(Saved data entries)
━━━━
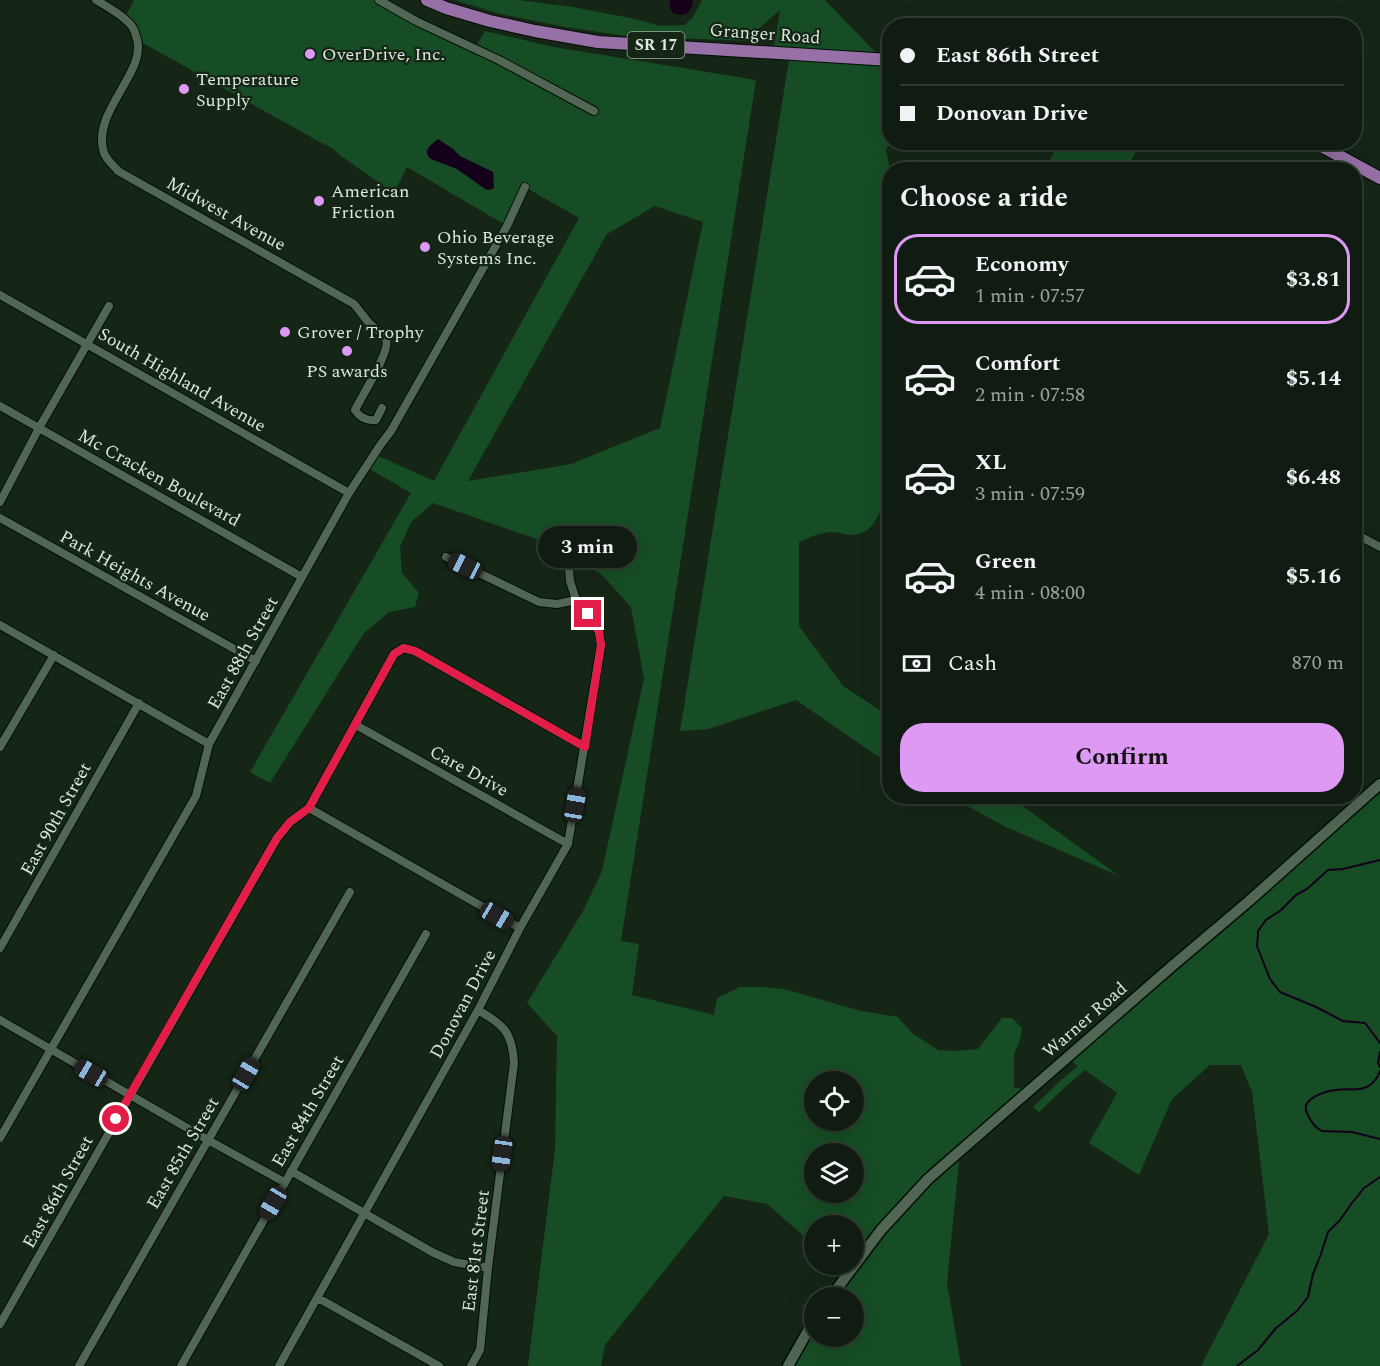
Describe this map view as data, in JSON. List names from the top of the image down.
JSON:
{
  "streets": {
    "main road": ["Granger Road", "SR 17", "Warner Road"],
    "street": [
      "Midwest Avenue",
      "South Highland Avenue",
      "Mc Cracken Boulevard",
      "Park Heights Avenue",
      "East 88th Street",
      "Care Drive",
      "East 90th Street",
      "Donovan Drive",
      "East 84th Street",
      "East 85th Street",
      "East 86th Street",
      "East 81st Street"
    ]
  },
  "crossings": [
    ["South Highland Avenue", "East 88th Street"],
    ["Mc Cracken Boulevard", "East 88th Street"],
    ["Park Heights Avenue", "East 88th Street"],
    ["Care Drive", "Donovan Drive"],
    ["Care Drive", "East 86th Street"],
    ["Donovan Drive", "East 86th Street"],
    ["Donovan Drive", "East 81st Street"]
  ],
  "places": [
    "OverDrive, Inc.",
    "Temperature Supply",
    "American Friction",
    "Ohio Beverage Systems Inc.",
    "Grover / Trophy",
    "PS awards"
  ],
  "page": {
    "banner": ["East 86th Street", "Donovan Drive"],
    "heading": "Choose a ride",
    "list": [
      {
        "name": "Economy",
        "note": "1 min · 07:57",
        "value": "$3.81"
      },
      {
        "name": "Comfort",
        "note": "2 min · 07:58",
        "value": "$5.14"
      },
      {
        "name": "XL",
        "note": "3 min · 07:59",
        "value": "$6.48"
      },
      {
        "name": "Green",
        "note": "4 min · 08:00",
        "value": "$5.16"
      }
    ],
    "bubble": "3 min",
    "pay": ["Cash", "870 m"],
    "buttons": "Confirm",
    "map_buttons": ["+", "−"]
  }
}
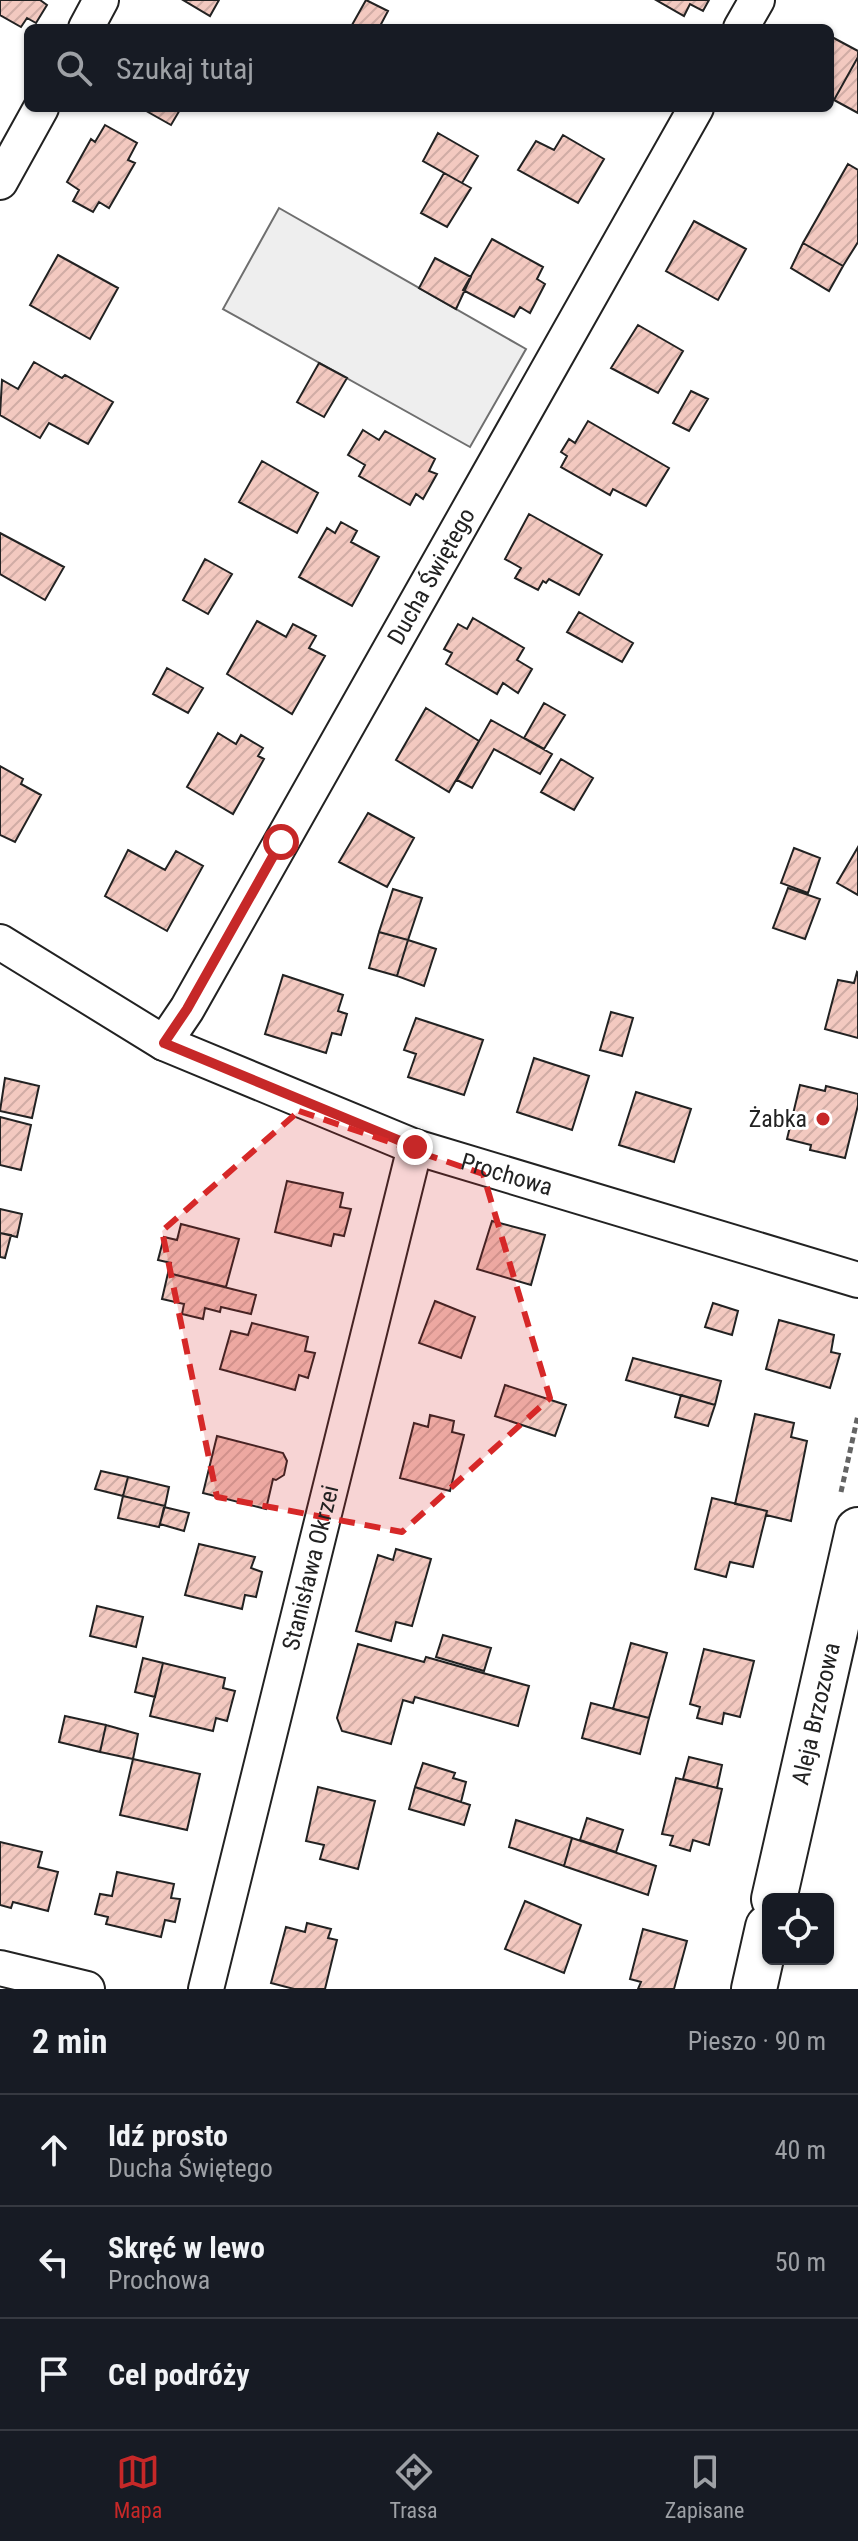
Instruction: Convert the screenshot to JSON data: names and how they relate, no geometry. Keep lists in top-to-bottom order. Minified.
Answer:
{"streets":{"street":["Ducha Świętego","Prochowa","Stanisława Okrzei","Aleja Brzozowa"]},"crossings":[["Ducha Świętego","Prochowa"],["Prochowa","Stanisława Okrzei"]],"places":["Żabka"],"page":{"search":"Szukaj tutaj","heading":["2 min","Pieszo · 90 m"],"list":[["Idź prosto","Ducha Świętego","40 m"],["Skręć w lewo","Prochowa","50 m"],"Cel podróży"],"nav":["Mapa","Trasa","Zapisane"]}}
━━━━
EXERCISE: Without the pictures, reproduce every line of the records above exactly.

EXERCISE ANSWER:
Describe this map view as data, in JSON. List names from the top of the image down.
JSON:
{
  "streets": {
    "main road": ["Granger Road", "SR 17", "Warner Road"],
    "street": [
      "Midwest Avenue",
      "South Highland Avenue",
      "Mc Cracken Boulevard",
      "Park Heights Avenue",
      "East 88th Street",
      "Care Drive",
      "East 90th Street",
      "Donovan Drive",
      "East 84th Street",
      "East 85th Street",
      "East 86th Street",
      "East 81st Street"
    ]
  },
  "crossings": [
    ["South Highland Avenue", "East 88th Street"],
    ["Mc Cracken Boulevard", "East 88th Street"],
    ["Park Heights Avenue", "East 88th Street"],
    ["Care Drive", "Donovan Drive"],
    ["Care Drive", "East 86th Street"],
    ["Donovan Drive", "East 86th Street"],
    ["Donovan Drive", "East 81st Street"]
  ],
  "places": [
    "OverDrive, Inc.",
    "Temperature Supply",
    "American Friction",
    "Ohio Beverage Systems Inc.",
    "Grover / Trophy",
    "PS awards"
  ],
  "page": {
    "banner": ["East 86th Street", "Donovan Drive"],
    "heading": "Choose a ride",
    "list": [
      {
        "name": "Economy",
        "note": "1 min · 07:57",
        "value": "$3.81"
      },
      {
        "name": "Comfort",
        "note": "2 min · 07:58",
        "value": "$5.14"
      },
      {
        "name": "XL",
        "note": "3 min · 07:59",
        "value": "$6.48"
      },
      {
        "name": "Green",
        "note": "4 min · 08:00",
        "value": "$5.16"
      }
    ],
    "bubble": "3 min",
    "pay": ["Cash", "870 m"],
    "buttons": "Confirm",
    "map_buttons": ["+", "−"]
  }
}
Instruction: Convert the screenshot to JSON data: names and how they relate, no geometry. Keep lists in top-to-bottom order. Minified.
Answer:
{"streets":{"street":["Ducha Świętego","Prochowa","Stanisława Okrzei","Aleja Brzozowa"]},"crossings":[["Ducha Świętego","Prochowa"],["Prochowa","Stanisława Okrzei"]],"places":["Żabka"],"page":{"search":"Szukaj tutaj","heading":["2 min","Pieszo · 90 m"],"list":[["Idź prosto","Ducha Świętego","40 m"],["Skręć w lewo","Prochowa","50 m"],"Cel podróży"],"nav":["Mapa","Trasa","Zapisane"]}}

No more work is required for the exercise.